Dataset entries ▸
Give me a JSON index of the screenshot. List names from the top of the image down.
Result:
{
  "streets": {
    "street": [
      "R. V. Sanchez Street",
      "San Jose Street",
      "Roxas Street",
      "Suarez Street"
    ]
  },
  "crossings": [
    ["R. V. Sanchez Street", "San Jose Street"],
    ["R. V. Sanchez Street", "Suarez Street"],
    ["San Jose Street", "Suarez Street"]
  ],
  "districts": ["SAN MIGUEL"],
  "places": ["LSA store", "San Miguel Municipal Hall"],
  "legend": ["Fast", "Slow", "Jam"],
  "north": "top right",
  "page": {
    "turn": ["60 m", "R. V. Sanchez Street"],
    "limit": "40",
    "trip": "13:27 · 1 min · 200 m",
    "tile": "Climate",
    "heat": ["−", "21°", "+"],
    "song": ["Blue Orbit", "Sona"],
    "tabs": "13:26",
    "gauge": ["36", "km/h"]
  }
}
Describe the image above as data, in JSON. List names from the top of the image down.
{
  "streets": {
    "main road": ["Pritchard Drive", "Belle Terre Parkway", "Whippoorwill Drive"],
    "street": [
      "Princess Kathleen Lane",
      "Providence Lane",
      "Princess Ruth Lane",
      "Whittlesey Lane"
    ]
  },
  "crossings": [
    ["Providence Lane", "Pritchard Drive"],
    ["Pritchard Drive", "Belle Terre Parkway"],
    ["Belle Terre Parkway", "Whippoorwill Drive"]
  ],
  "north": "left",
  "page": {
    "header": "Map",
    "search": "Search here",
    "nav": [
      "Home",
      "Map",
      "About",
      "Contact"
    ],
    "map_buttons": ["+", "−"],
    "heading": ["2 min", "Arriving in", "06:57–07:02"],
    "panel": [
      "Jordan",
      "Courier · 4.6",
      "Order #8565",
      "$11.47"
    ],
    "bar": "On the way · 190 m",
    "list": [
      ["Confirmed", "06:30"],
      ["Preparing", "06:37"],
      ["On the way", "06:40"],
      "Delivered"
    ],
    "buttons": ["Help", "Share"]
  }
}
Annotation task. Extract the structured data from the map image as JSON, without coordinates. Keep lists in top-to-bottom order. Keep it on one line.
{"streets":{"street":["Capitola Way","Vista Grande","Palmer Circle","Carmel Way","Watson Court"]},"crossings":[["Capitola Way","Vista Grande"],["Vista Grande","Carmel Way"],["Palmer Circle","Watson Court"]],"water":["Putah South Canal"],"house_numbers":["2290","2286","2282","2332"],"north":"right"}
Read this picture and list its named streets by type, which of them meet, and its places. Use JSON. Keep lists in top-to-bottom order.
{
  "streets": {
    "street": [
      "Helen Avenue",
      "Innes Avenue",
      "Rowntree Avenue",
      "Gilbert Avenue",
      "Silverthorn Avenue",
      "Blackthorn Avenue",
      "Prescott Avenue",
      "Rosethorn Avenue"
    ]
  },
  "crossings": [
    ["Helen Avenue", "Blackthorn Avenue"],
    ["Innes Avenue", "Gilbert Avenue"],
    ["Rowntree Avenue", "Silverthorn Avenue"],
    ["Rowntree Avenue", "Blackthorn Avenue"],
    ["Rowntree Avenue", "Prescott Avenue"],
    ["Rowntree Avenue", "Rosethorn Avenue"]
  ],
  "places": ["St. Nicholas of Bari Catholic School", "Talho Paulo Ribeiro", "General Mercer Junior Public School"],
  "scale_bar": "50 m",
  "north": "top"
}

Assignment ▸ Lines from the one containing "Read this picture" through the final line of the entries are the only ones to print, and each must match exactly.

Reply to the exercise ▸
Read this picture and list its named streets by type, which of them meet, and its places. Use JSON. Keep lists in top-to-bottom order.
{
  "streets": {
    "street": [
      "Helen Avenue",
      "Innes Avenue",
      "Rowntree Avenue",
      "Gilbert Avenue",
      "Silverthorn Avenue",
      "Blackthorn Avenue",
      "Prescott Avenue",
      "Rosethorn Avenue"
    ]
  },
  "crossings": [
    ["Helen Avenue", "Blackthorn Avenue"],
    ["Innes Avenue", "Gilbert Avenue"],
    ["Rowntree Avenue", "Silverthorn Avenue"],
    ["Rowntree Avenue", "Blackthorn Avenue"],
    ["Rowntree Avenue", "Prescott Avenue"],
    ["Rowntree Avenue", "Rosethorn Avenue"]
  ],
  "places": ["St. Nicholas of Bari Catholic School", "Talho Paulo Ribeiro", "General Mercer Junior Public School"],
  "scale_bar": "50 m",
  "north": "top"
}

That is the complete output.